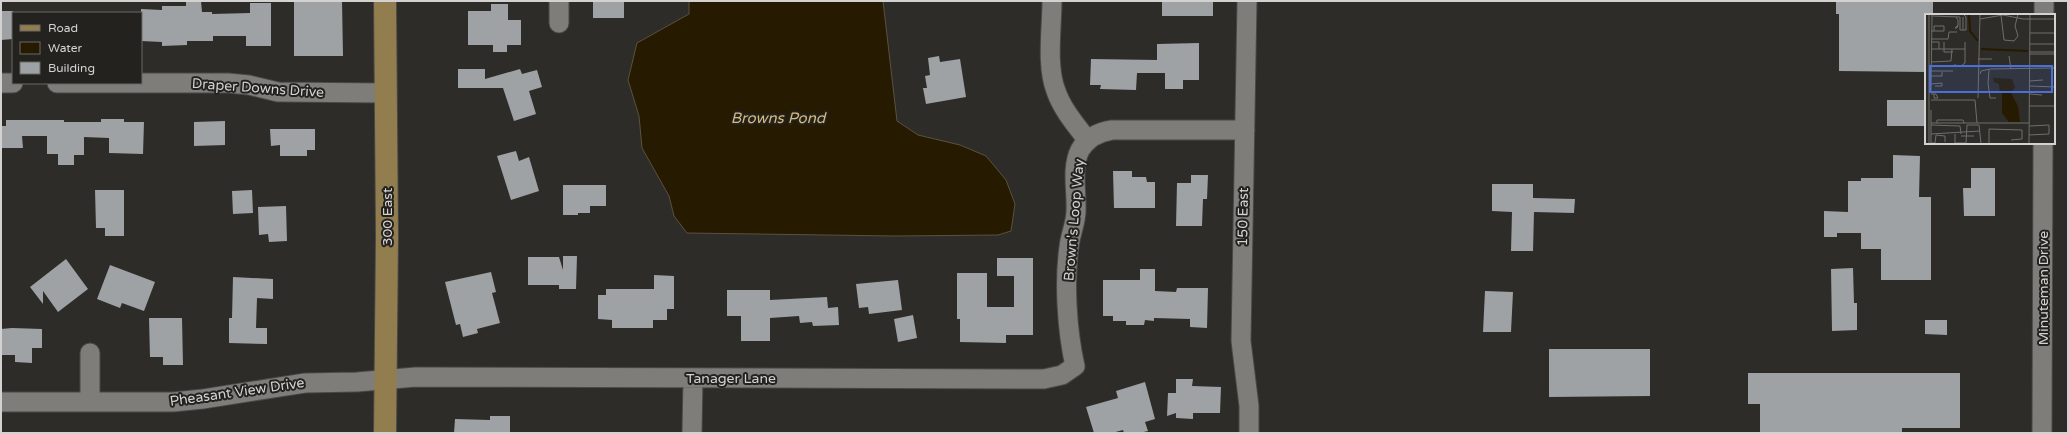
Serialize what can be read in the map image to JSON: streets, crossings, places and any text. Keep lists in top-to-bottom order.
{
  "streets": {
    "main road": ["300 East"],
    "street": [
      "Draper Downs Drive",
      "150 East",
      "Brown's Loop Way",
      "Minuteman Drive",
      "Tanager Lane",
      "Pheasant View Drive"
    ]
  },
  "crossings": [
    ["Draper Downs Drive", "300 East"],
    ["300 East", "Tanager Lane"],
    ["300 East", "Pheasant View Drive"],
    ["150 East", "Brown's Loop Way"],
    ["Brown's Loop Way", "Tanager Lane"],
    ["Tanager Lane", "Pheasant View Drive"]
  ],
  "water": ["Browns Pond"],
  "legend": ["Road", "Water", "Building"]
}
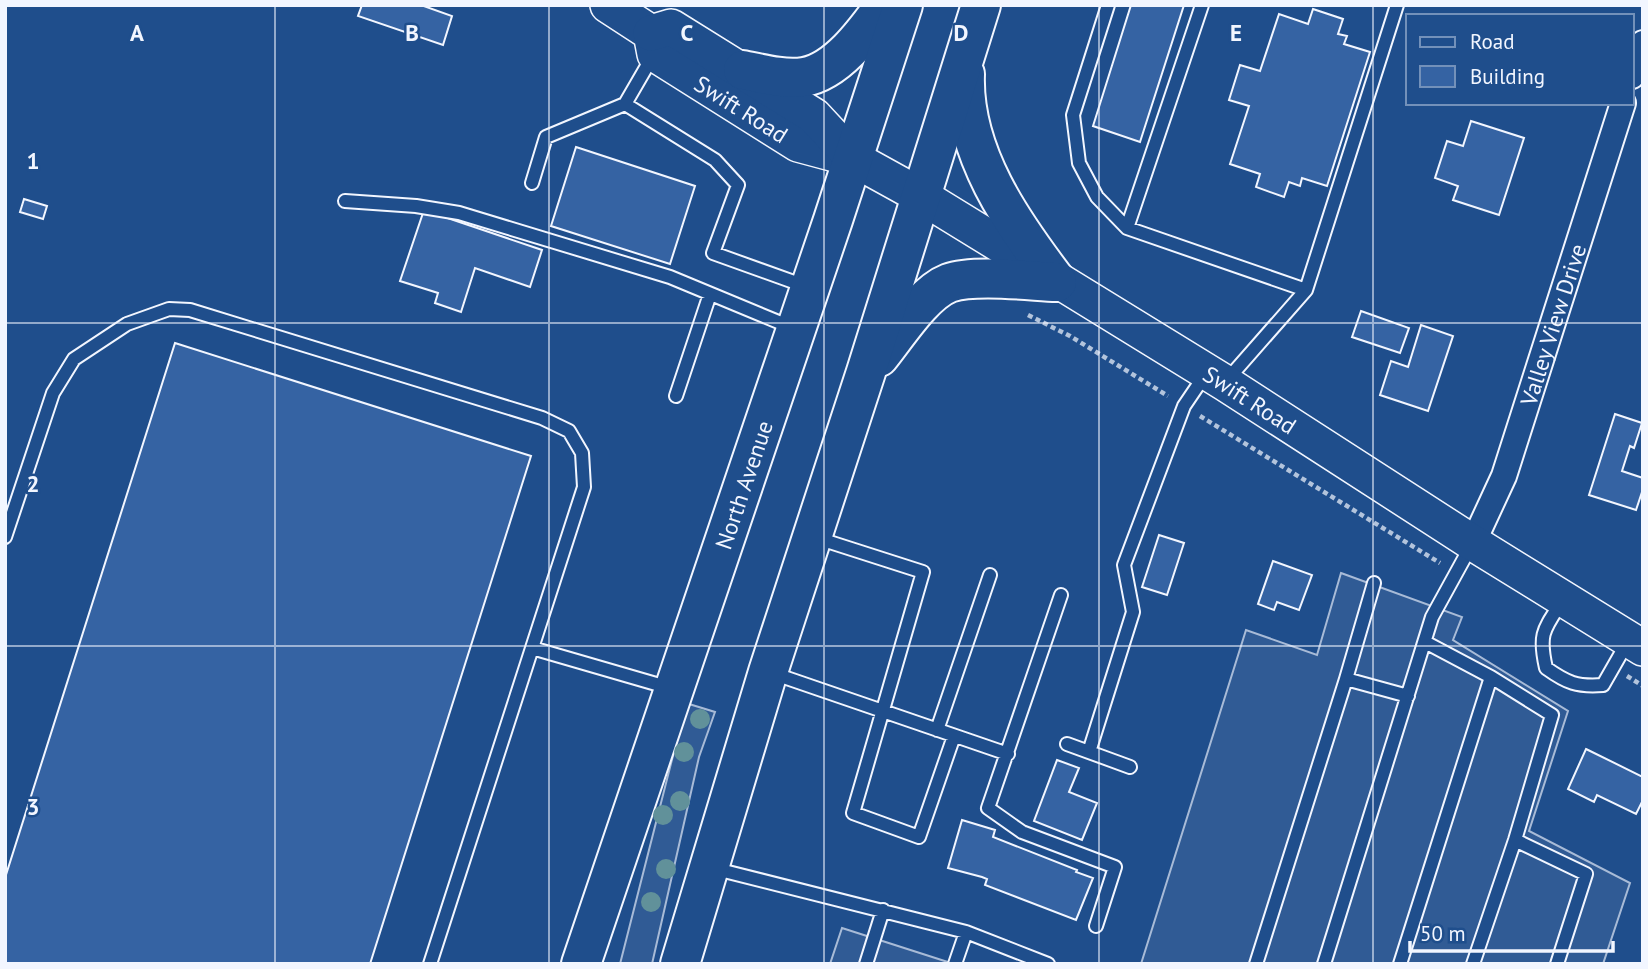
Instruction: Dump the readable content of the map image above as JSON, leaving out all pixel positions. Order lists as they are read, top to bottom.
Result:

○ ○ ○ ○ ○

• [WHAT YOU NEED TO DO] Pictures are to be excluded; everything else in the records must be reproduced exactly.

• [TASK RESPONSE]
Serialize what can be read in the map image to JSON: streets, crossings, places and any text. Keep lists in top-to-bottom order.
{
  "streets": {
    "main road": ["300 East"],
    "street": [
      "Draper Downs Drive",
      "150 East",
      "Brown's Loop Way",
      "Minuteman Drive",
      "Tanager Lane",
      "Pheasant View Drive"
    ]
  },
  "crossings": [
    ["Draper Downs Drive", "300 East"],
    ["300 East", "Tanager Lane"],
    ["300 East", "Pheasant View Drive"],
    ["150 East", "Brown's Loop Way"],
    ["Brown's Loop Way", "Tanager Lane"],
    ["Tanager Lane", "Pheasant View Drive"]
  ],
  "water": ["Browns Pond"],
  "legend": ["Road", "Water", "Building"]
}
Instruction: Dump the readable content of the map image above as JSON, leaving out all pixel positions. Order lists as they are read, top to bottom.
Result:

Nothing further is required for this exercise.